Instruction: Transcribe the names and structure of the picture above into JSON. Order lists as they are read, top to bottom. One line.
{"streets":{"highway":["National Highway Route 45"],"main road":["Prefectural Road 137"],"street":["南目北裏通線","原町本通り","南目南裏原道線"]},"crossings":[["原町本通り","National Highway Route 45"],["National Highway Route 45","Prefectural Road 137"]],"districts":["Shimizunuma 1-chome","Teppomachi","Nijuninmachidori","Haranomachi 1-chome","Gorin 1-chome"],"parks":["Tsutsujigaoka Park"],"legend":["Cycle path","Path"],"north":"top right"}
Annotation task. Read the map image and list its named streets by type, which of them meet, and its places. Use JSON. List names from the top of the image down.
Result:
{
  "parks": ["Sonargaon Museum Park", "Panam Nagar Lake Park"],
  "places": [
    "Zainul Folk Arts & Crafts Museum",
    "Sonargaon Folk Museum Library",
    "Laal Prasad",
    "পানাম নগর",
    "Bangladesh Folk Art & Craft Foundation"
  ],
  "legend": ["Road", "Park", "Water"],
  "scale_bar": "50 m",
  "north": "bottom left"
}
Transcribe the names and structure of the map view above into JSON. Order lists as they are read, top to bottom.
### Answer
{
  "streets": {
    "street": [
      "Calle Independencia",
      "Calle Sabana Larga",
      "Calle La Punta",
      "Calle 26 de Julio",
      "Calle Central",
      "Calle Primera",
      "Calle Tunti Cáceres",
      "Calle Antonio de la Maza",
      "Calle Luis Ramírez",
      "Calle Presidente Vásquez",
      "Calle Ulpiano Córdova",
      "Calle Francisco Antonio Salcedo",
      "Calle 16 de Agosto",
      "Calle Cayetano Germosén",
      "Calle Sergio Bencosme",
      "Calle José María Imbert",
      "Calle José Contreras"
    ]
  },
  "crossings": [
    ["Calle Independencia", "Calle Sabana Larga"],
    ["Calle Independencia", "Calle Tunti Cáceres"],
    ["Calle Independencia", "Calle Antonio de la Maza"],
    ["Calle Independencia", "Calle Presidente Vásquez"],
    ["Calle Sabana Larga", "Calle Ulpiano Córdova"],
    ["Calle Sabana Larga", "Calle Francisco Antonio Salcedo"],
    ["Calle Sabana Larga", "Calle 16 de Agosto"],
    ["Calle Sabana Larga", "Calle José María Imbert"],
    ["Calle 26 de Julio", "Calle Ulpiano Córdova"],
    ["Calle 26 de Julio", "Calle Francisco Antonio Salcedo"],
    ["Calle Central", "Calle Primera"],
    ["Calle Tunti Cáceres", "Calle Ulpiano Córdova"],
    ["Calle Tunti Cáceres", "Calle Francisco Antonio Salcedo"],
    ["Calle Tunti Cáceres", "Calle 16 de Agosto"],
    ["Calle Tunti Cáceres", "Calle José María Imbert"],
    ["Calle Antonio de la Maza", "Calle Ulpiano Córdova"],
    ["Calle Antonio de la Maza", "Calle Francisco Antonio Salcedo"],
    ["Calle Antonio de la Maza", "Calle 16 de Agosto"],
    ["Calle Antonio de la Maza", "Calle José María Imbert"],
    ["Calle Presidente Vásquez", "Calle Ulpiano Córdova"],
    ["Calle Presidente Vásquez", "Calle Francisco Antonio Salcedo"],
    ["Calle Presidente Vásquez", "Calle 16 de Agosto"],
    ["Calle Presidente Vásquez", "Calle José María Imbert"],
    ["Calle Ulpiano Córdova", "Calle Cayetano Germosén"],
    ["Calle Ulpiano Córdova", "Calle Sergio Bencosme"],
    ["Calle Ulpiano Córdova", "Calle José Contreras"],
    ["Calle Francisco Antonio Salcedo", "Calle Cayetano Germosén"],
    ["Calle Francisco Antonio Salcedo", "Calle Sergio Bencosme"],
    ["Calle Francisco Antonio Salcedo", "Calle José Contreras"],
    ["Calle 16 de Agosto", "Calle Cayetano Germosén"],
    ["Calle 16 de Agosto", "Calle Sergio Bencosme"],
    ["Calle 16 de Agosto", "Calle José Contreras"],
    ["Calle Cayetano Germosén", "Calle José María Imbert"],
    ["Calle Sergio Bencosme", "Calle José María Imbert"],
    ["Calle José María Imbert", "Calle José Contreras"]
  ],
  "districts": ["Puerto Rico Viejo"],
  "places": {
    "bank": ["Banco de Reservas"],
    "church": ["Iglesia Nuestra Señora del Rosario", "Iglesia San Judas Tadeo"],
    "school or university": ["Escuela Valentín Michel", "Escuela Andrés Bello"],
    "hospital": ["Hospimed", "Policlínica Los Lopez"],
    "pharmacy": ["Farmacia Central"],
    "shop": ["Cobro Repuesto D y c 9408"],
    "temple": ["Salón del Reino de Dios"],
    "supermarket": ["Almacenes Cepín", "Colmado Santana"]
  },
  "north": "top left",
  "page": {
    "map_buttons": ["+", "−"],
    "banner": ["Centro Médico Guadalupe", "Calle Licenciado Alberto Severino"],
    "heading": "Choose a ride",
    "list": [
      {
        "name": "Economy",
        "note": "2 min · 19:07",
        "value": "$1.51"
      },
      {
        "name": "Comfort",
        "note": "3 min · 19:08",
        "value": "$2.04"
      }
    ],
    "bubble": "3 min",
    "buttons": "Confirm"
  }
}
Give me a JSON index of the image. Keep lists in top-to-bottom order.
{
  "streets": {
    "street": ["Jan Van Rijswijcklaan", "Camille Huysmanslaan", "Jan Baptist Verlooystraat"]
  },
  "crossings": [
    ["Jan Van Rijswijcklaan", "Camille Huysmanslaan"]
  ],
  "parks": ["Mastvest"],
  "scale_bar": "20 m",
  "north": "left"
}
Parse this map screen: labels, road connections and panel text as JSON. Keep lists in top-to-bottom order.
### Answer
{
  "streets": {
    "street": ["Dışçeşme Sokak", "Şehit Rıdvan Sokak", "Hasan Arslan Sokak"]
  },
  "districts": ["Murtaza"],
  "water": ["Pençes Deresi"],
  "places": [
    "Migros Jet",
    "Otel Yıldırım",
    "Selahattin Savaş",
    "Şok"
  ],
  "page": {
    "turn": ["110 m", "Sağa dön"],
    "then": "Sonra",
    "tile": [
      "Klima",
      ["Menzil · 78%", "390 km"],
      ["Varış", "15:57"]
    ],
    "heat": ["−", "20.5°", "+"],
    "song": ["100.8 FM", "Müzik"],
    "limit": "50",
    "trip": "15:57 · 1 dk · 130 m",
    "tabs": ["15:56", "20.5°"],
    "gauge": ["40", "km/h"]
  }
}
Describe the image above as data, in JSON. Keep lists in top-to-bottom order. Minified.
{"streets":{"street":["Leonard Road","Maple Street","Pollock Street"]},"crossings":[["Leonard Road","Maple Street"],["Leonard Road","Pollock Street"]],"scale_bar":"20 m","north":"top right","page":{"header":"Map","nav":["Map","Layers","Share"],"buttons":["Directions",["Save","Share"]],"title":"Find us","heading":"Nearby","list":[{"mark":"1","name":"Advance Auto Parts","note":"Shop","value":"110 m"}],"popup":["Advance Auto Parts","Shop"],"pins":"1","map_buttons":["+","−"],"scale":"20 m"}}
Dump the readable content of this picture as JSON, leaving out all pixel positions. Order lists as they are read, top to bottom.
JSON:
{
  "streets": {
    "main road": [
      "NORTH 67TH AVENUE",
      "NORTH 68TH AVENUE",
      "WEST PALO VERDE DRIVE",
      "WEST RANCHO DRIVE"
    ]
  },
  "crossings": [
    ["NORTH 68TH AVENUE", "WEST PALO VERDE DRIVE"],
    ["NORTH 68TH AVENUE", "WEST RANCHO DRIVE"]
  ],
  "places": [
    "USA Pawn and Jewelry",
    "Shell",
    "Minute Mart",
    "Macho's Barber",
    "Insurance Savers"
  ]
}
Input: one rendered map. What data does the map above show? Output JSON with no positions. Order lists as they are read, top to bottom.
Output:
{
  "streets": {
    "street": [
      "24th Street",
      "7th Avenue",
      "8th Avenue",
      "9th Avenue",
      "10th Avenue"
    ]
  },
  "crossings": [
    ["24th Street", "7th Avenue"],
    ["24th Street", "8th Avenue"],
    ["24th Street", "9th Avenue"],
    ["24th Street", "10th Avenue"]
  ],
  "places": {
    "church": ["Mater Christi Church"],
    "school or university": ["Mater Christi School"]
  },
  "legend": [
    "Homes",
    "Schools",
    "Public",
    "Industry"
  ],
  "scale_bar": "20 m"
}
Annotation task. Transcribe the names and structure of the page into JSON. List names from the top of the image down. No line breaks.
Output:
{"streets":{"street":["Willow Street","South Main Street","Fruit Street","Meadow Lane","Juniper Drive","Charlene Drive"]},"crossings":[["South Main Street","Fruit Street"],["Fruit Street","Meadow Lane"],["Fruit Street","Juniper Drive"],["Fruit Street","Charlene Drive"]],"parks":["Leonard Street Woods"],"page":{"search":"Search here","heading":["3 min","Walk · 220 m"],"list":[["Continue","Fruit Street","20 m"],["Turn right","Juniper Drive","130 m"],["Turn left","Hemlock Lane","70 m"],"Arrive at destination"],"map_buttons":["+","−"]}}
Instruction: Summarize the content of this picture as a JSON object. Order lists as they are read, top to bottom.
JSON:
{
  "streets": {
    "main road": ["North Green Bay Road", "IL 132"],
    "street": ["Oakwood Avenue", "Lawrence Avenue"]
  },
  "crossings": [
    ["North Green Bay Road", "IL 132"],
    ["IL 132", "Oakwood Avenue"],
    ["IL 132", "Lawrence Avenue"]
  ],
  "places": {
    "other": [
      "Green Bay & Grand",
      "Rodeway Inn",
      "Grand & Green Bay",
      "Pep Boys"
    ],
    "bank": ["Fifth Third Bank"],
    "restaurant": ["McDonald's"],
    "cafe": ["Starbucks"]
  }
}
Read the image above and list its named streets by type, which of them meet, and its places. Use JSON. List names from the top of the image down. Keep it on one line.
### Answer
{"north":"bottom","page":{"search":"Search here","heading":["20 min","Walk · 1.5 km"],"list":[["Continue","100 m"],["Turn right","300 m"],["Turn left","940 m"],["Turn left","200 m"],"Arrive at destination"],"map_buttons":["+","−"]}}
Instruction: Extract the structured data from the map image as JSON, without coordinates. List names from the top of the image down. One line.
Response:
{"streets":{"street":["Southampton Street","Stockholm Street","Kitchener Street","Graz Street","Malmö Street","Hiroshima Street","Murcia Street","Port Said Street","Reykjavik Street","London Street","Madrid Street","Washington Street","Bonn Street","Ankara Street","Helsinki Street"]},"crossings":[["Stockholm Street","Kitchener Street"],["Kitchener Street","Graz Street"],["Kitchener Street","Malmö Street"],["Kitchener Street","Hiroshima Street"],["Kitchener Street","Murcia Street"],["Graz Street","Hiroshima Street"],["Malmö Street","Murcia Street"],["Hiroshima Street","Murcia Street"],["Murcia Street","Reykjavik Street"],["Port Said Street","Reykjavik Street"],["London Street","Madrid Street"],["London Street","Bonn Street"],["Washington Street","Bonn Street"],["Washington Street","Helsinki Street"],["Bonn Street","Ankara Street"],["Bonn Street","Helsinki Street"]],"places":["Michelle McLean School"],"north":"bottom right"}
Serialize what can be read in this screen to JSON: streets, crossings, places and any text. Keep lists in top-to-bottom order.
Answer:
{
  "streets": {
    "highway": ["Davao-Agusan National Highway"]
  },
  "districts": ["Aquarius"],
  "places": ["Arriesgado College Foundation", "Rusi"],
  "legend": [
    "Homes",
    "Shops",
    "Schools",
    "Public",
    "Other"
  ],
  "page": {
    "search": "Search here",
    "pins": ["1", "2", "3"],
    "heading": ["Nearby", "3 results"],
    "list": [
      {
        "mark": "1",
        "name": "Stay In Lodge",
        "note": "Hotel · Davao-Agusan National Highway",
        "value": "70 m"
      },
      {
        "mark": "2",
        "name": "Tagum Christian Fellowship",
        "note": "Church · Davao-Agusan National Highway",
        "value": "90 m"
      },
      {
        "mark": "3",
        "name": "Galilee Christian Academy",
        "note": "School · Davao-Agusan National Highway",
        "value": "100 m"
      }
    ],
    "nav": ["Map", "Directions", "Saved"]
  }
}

• • •

YOUR INSTRUCTIONS -> In the entries above, identify each line that includes the string "task", then copy it.

COMPLETED EXERCISE ->
Annotation task. Read the map image and list its named streets by type, which of them meet, and its places. Use JSON. List names from the top of the image down.
Annotation task. Transcribe the names and structure of the page into JSON. List names from the top of the image down. No line breaks.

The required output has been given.